What to work on
Within the entries that follow, show each line where the word "building" occurs.
───── Data records ─────
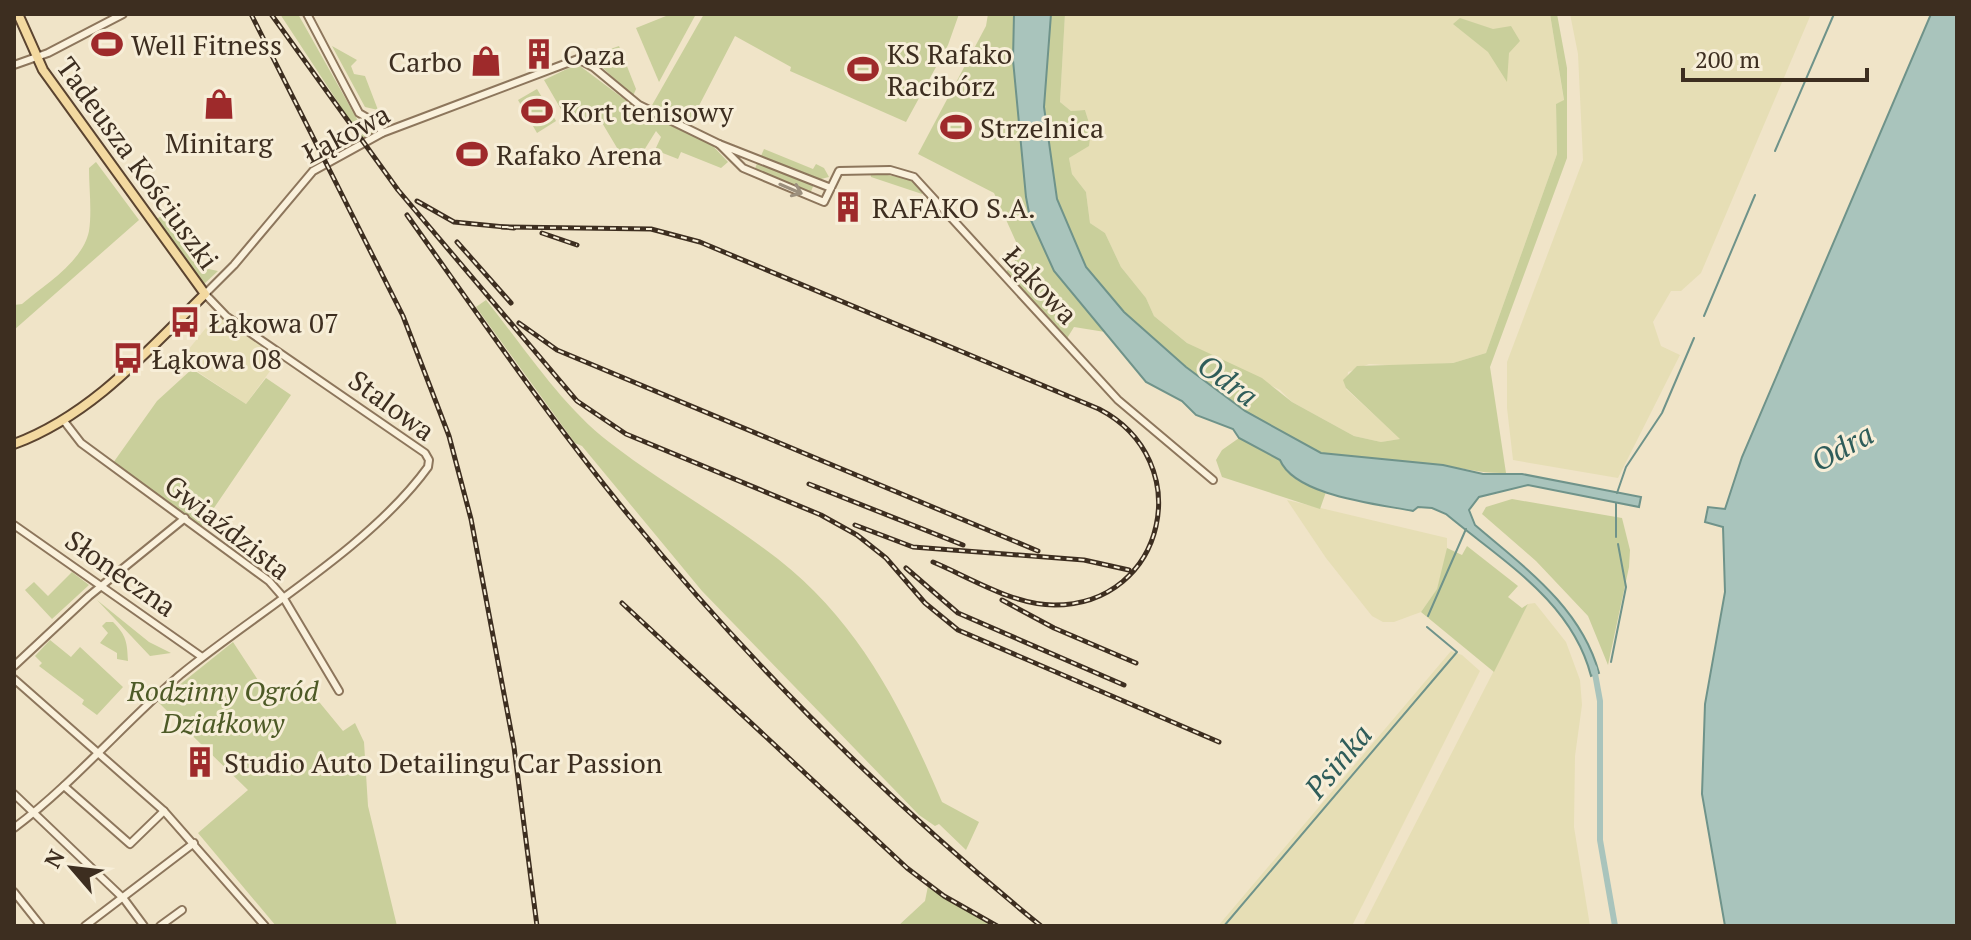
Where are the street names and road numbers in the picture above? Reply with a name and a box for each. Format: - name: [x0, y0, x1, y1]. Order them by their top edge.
- street label: Tadeusza Kościuszki: [48, 50, 228, 276]
- street label: Łąkowa: [296, 95, 396, 171]
- street label: Łąkowa: [996, 238, 1086, 332]
- street label: Stalowa: [342, 361, 442, 449]
- street label: Gwiaździsta: [157, 466, 299, 588]
- street label: Słoneczna: [58, 521, 184, 625]

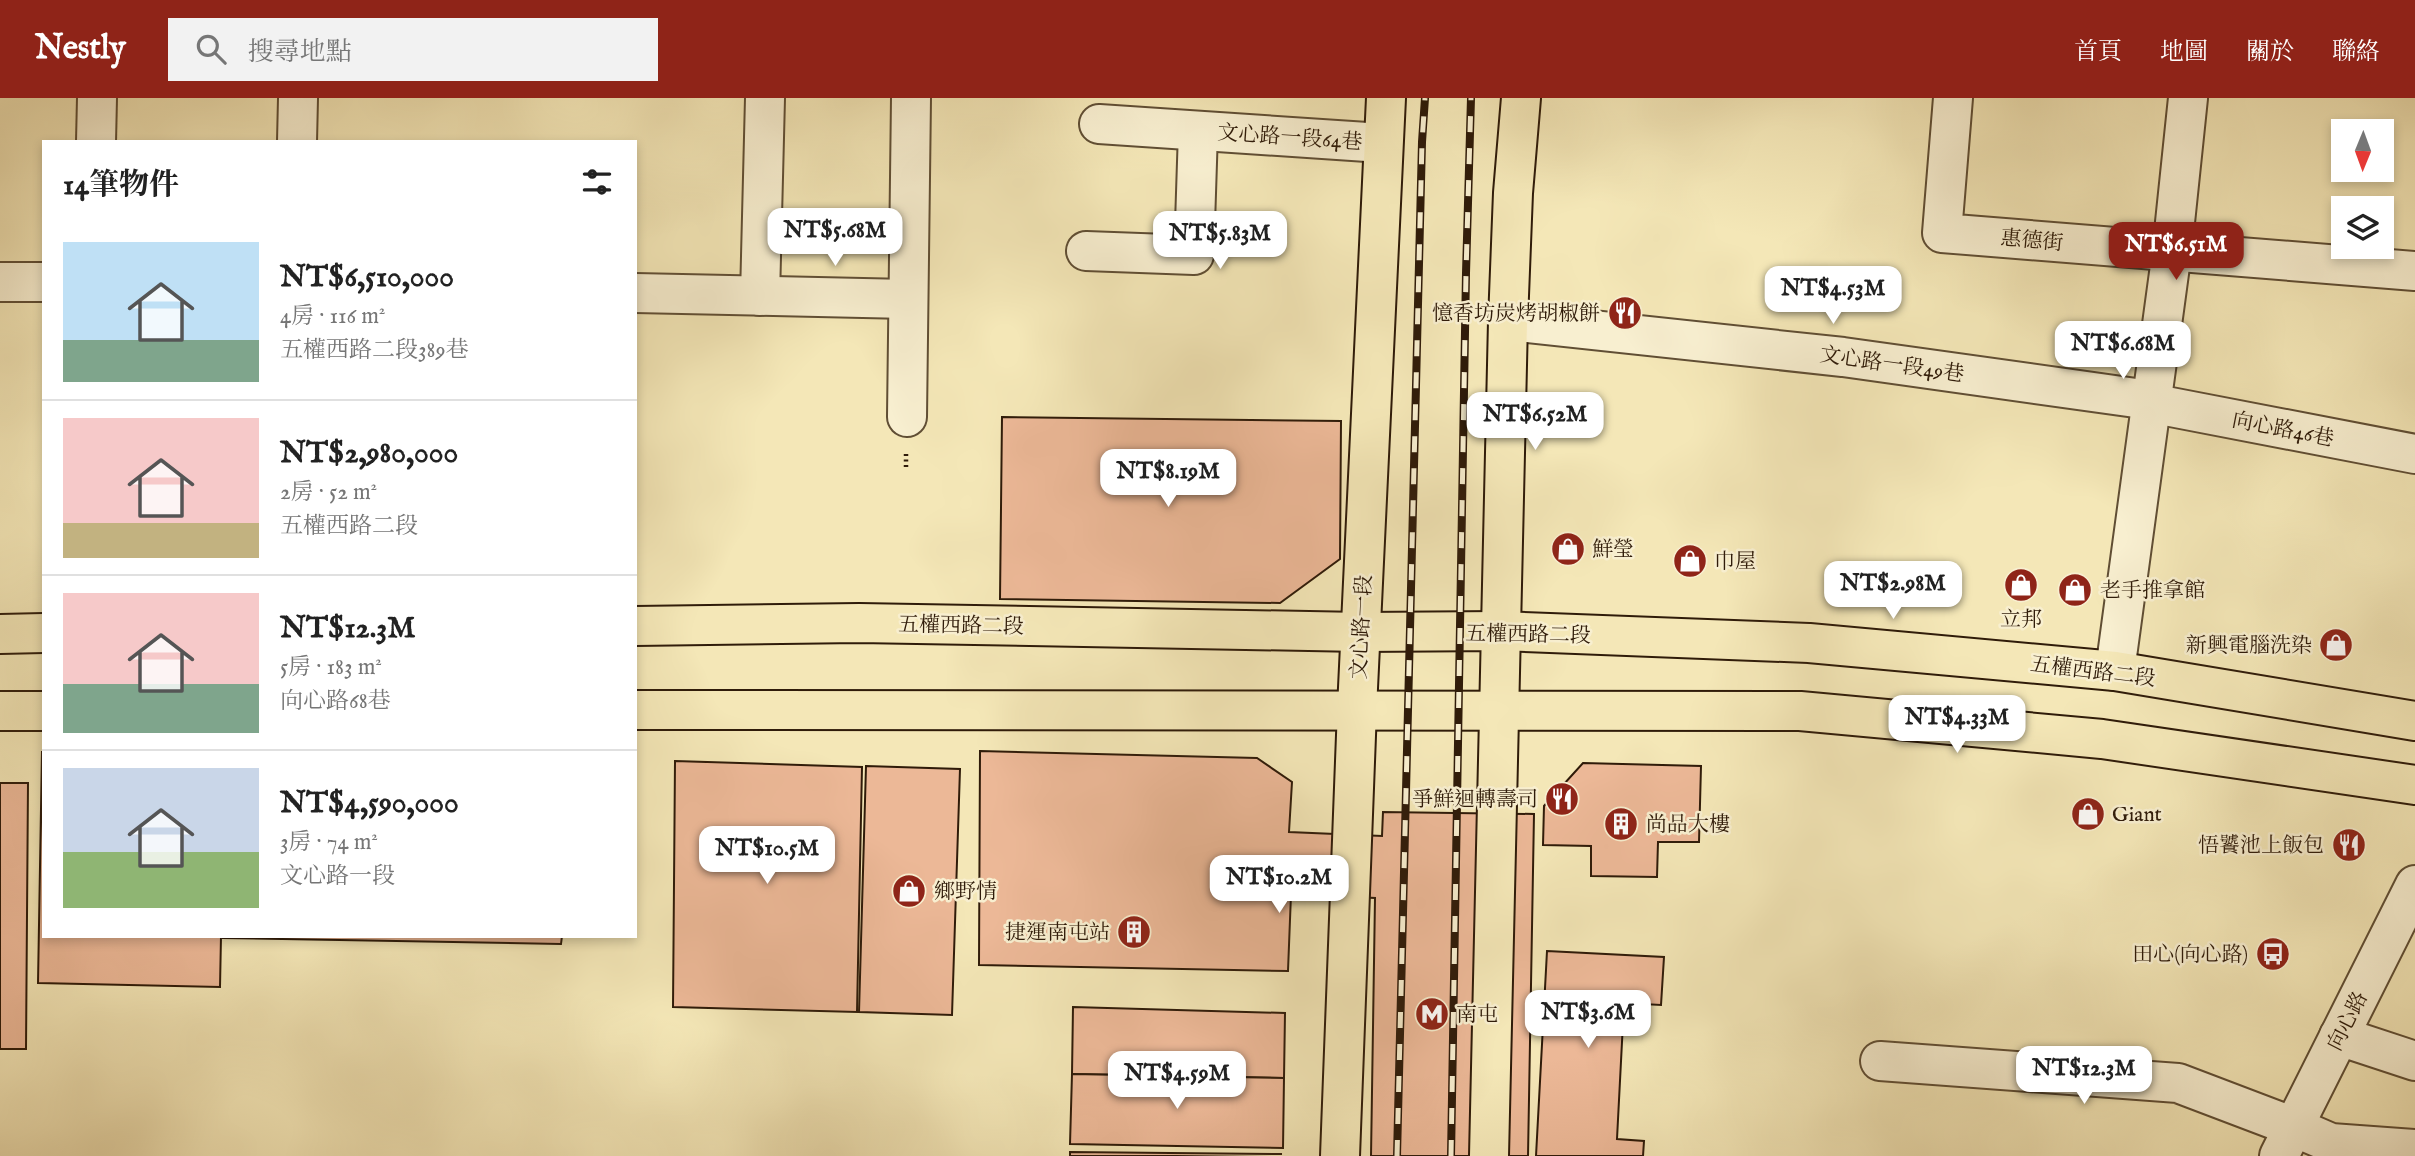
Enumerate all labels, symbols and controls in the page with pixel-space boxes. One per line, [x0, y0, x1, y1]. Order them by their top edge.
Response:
search box [168, 18, 658, 81]
text: Nestly [35, 28, 126, 70]
icon: search [192, 30, 230, 68]
text: 搜尋地點 [248, 36, 352, 69]
text: 首頁 [2074, 37, 2122, 68]
text: 地圖 [2160, 37, 2208, 68]
text: 關於 [2246, 37, 2294, 68]
text: 聯絡 [2332, 37, 2380, 68]
north arrow [2331, 119, 2394, 182]
map controls [2331, 119, 2394, 259]
street label: 文心路一段64巷 [1217, 120, 1363, 157]
icon: filters [578, 163, 616, 201]
text: 14筆物件 [63, 167, 179, 205]
button: layers [2331, 196, 2394, 259]
pin: NT$5.68M [763, 208, 907, 268]
pin: NT$5.83M [1148, 212, 1292, 271]
text: NT$5.68M [784, 216, 887, 245]
text: NT$5.83M [1169, 219, 1271, 248]
pin: NT$6.51M [2104, 222, 2248, 282]
street label: 惠德街 [1999, 225, 2064, 258]
text: NT$6.51M [2125, 230, 2227, 259]
text: NT$6,510,000 [280, 259, 454, 297]
pin: NT$4.53M [1761, 266, 1905, 326]
icon: home [119, 270, 203, 354]
text: NT$4.53M [1781, 274, 1885, 303]
restaurant icon: 憶香坊炭烤胡椒餅 [1606, 294, 1644, 332]
place label: 憶香坊炭烤胡椒餅 [1432, 301, 1600, 328]
text: 4房 · 116 m² [280, 302, 385, 331]
pin: NT$6.68M [2051, 322, 2195, 381]
text: NT$6.68M [2071, 329, 2175, 358]
text: 五權西路二段389巷 [280, 336, 469, 365]
street label: 文心路一段49巷 [1818, 342, 1966, 389]
pin: NT$6.52M [1463, 392, 1607, 452]
text: NT$6.52M [1483, 400, 1587, 429]
street label: 向心路46巷 [2230, 407, 2336, 454]
text: NT$2,980,000 [280, 435, 458, 473]
icon: home [119, 446, 203, 530]
pin: NT$8.19M [1096, 450, 1240, 509]
text: NT$8.19M [1116, 457, 1220, 486]
text: 2房 · 52 m² [280, 478, 377, 507]
text: 五權西路二段 [280, 512, 418, 541]
shop icon: 鮮瑩 [1549, 530, 1587, 568]
place label: 鮮瑩 [1592, 537, 1634, 564]
shop icon: 巾屋 [1671, 542, 1709, 580]
place label: 巾屋 [1714, 549, 1756, 576]
pin: NT$2.98M [1821, 561, 1965, 621]
shop icon: 立邦 [2002, 566, 2040, 604]
text: NT$2.98M [1840, 569, 1946, 598]
shop icon: 老手推拿館 [2056, 571, 2094, 609]
street label: 文心路一段 [1346, 574, 1379, 680]
place label: 老手推拿館 [2100, 578, 2205, 605]
place label: 立邦 [2000, 607, 2042, 634]
text: NT$12.3M [280, 610, 416, 648]
street label: 五權西路二段 [898, 612, 1024, 641]
icon: home [119, 621, 203, 705]
street label: 五權西路二段 [1465, 621, 1591, 650]
shop icon: 新興電腦洗染 [2317, 626, 2355, 664]
place label: 新興電腦洗染 [2186, 633, 2312, 660]
street label: 五權西路二段 [2029, 651, 2157, 694]
text: 5房 · 183 m² [280, 653, 382, 682]
text: 向心路68巷 [280, 687, 391, 716]
pin: NT$4.33M [1885, 696, 2029, 755]
text: NT$4.33M [1905, 703, 2009, 732]
restaurant icon: 爭鮮迴轉壽司 [1543, 780, 1581, 818]
text: NT$4,590,000 [280, 785, 459, 823]
place label: 爭鮮迴轉壽司 [1412, 787, 1538, 814]
shop icon: Giant [2069, 795, 2107, 833]
icon: home [119, 796, 203, 880]
place label: Giant [2112, 802, 2162, 829]
building icon: 尚品大樓 [1602, 805, 1640, 843]
place label: 尚品大樓 [1646, 812, 1730, 839]
pin: NT$10.5M [695, 826, 839, 886]
restaurant icon: 悟饕池上飯包 [2330, 826, 2368, 864]
text: 3房 · 74 m² [280, 828, 378, 857]
place label: 悟饕池上飯包 [2198, 833, 2324, 860]
text: NT$10.5M [715, 834, 819, 863]
pin: NT$10.2M [1207, 856, 1351, 915]
text: 文心路一段 [280, 862, 395, 891]
text: NT$10.2M [1226, 863, 1332, 892]
shop icon: 鄉野情 [890, 872, 928, 910]
place label: 鄉野情 [934, 879, 997, 906]
building icon: 捷運南屯站 [1115, 913, 1153, 951]
place label: 捷運南屯站 [1005, 920, 1110, 947]
bus stop icon: 田心(向心路) [2254, 935, 2292, 973]
place label: 田心(向心路) [2132, 942, 2248, 969]
street label: 向心路 [2322, 987, 2375, 1056]
pin: NT$3.6M [1523, 990, 1653, 1050]
metro station icon: 南屯 [1413, 995, 1451, 1033]
text: NT$3.6M [1541, 998, 1635, 1027]
place label: 南屯 [1456, 1002, 1498, 1029]
pin: NT$12.3M [2012, 1046, 2156, 1106]
pin: NT$4.59M [1105, 1052, 1249, 1111]
text: NT$12.3M [2032, 1054, 2136, 1083]
text: NT$4.59M [1124, 1059, 1230, 1088]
─────
Output of the task
building icon: 尚品大樓 [1602, 805, 1640, 843]
building icon: 捷運南屯站 [1115, 913, 1153, 951]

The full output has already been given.